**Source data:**
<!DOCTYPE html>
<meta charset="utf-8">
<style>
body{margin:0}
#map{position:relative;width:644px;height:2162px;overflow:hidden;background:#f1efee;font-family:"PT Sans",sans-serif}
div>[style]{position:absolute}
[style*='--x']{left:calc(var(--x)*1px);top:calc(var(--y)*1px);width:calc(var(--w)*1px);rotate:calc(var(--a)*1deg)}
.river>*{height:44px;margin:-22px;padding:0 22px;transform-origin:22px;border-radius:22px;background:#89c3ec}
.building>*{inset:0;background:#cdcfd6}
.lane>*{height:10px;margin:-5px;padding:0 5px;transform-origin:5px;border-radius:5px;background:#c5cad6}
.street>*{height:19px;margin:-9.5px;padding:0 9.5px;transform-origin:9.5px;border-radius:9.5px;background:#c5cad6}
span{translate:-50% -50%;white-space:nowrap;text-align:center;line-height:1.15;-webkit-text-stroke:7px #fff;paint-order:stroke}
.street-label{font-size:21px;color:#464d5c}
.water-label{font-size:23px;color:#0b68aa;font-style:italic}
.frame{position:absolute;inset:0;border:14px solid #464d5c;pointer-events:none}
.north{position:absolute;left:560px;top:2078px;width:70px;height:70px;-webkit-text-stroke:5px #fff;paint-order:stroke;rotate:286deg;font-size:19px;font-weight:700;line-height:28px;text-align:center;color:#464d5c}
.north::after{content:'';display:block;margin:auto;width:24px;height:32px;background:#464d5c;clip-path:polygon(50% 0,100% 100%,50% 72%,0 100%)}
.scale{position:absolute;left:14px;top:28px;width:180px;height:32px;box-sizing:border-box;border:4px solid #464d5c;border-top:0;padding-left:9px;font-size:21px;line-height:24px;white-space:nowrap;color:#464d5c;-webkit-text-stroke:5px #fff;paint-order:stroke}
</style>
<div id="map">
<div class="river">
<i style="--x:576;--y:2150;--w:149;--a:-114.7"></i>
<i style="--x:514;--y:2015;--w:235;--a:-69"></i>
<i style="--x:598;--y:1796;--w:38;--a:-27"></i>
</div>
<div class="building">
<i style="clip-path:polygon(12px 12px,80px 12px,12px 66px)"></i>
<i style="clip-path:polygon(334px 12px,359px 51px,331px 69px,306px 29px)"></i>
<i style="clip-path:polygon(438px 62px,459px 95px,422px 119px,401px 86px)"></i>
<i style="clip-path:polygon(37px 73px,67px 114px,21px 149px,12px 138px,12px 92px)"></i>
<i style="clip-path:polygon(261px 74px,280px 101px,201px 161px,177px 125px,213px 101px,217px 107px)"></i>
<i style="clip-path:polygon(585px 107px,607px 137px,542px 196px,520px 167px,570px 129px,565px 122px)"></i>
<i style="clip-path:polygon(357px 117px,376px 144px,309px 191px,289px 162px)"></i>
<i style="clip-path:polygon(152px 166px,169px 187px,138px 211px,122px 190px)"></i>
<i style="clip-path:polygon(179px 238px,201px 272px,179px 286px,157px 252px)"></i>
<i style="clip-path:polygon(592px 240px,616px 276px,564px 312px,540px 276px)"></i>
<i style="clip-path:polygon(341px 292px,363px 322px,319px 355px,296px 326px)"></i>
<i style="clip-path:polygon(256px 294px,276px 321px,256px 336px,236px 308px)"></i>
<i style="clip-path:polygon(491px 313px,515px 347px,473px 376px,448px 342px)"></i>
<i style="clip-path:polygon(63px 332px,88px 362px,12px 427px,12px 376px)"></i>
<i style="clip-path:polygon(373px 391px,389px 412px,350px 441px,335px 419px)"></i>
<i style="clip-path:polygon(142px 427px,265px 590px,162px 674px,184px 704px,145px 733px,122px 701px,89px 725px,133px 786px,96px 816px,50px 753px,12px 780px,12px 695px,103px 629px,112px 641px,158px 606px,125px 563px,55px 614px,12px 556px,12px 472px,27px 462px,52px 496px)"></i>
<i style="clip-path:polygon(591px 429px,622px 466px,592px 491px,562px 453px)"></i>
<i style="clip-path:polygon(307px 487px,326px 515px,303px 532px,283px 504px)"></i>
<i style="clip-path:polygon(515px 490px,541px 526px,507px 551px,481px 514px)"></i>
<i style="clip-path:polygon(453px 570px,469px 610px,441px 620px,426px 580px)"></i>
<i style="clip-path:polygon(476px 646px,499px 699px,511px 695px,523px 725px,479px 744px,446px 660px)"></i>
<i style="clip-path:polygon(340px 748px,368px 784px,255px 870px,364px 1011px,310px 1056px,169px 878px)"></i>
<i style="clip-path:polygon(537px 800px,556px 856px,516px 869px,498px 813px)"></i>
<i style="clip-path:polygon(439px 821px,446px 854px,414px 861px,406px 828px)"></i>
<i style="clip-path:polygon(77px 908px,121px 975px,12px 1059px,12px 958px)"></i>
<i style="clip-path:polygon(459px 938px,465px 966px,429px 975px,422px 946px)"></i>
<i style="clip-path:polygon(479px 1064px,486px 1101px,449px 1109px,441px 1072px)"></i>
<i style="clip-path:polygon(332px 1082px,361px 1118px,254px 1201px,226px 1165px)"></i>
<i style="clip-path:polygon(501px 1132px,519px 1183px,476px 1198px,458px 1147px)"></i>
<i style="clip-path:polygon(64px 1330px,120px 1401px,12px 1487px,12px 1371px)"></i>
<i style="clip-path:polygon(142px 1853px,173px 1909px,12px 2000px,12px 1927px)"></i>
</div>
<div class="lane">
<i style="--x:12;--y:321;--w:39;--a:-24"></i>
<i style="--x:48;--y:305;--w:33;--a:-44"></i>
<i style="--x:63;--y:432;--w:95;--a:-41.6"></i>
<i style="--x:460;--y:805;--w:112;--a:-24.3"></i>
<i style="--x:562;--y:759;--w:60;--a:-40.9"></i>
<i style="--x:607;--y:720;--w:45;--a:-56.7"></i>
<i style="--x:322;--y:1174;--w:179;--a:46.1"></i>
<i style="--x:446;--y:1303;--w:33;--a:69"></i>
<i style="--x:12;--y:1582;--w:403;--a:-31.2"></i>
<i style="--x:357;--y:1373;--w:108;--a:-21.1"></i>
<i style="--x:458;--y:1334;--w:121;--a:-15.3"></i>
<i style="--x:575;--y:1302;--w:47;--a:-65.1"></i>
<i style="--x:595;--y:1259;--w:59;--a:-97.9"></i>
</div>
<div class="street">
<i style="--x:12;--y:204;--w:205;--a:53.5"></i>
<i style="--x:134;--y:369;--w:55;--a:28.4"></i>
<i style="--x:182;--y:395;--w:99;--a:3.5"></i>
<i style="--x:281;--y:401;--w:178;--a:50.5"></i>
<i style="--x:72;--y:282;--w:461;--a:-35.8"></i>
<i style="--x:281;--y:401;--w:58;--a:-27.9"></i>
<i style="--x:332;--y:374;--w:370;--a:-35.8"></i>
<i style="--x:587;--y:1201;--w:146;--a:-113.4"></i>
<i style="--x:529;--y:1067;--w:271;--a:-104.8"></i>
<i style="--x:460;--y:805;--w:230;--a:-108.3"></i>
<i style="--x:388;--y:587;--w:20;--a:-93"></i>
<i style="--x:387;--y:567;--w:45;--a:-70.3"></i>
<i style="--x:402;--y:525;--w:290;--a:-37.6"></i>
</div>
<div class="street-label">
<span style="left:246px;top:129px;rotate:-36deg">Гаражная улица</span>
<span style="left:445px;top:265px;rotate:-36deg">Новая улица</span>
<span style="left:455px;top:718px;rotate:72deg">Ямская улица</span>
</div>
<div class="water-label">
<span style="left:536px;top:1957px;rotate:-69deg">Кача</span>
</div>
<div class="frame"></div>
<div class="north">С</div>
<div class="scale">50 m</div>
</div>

**Problem to solve:** Each line containing the word "river" needs to be copied from the data above.

**Result of this task:**
.river>*{height:44px;margin:-22px;padding:0 22px;transform-origin:22px;border-radius:22px;background:#89c3ec}
<div class="river">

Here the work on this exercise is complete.